I really did not want to go dumpster diving in my garbage can. But I might. Those Fritos were comfort. They didn’t fill me up, they didn’t do a thing for me accept make my mouth busy, and fill my head with crunch so I couldn’t hear anything else (my own thoughts especially!)And that is exactly what they did, stopped me from hearing my own thoughts. The thoughts focused on fear, on isolation, on needing comfort.

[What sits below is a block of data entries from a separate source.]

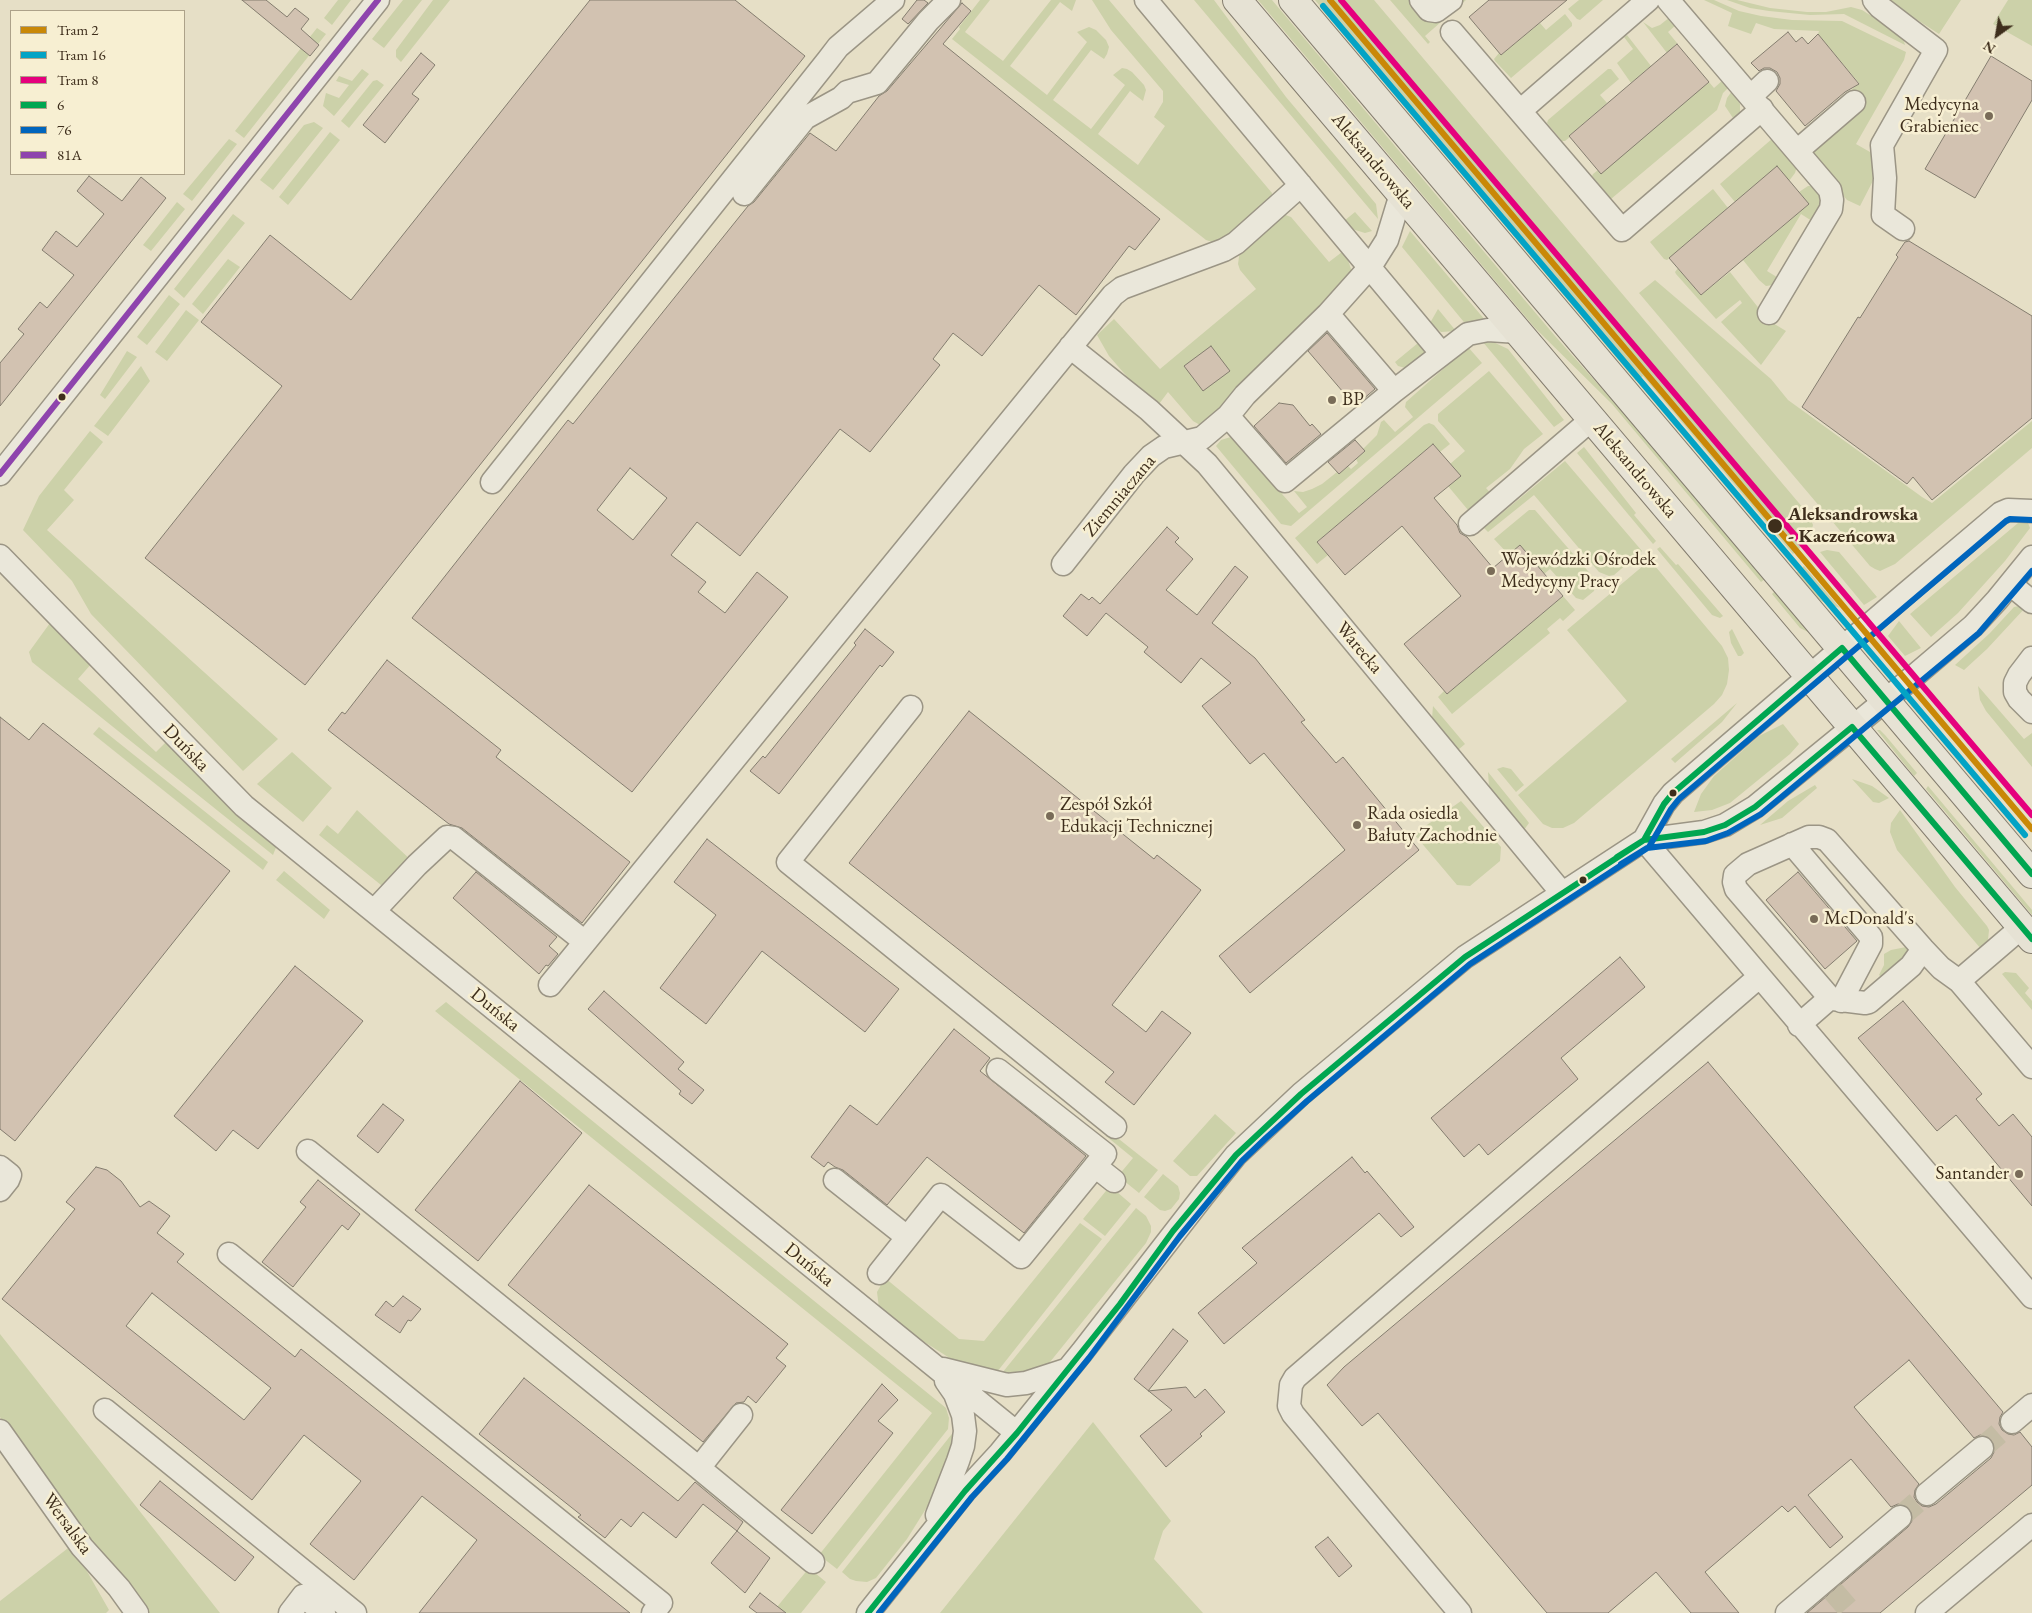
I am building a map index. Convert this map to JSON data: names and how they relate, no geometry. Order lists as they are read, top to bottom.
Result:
{
  "streets": {
    "main road": ["Aleksandrowska"],
    "street": [
      "Ziemniaczana",
      "Warecka",
      "Duńska",
      "Wersalska"
    ]
  },
  "crossings": [
    ["Aleksandrowska", "Ziemniaczana"],
    ["Ziemniaczana", "Warecka"]
  ],
  "places": [
    "Medycyna Grabieniec",
    "BP",
    "Aleksandrowska - Kaczeńcowa",
    "Wojewódzki Ośrodek Medycyny Pracy",
    "Zespół Szkół Edukacji Technicznej",
    "Rada osiedla Bałuty Zachodnie",
    "McDonald's",
    "Santander"
  ],
  "lines": [
    "tram line 2",
    "tram line 8",
    "transit line 81A",
    "tram line 16",
    "transit line 76",
    "transit line 6"
  ],
  "legend": [
    "Tram 2",
    "Tram 16",
    "Tram 8",
    "6",
    "76",
    "81A"
  ],
  "north": "bottom left"
}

Okay, I reverted to finding comfort in food. For a moment, it felt good. They crunched. They were salty. They had flavor (and they consist of only 3 ingredients so…). It didn’t last, but for a few minutes I found comfort. I was reminded why I used food for so much of my life. I used it to find comfort, to find love even though so often afterwards I felt guilty about the food. I felt disgusted by what I just ate. I then got angry with myself for allowing that to happen. It was a vicious cycle of feelings needing to be either numbed or fed and food was the panacea for both.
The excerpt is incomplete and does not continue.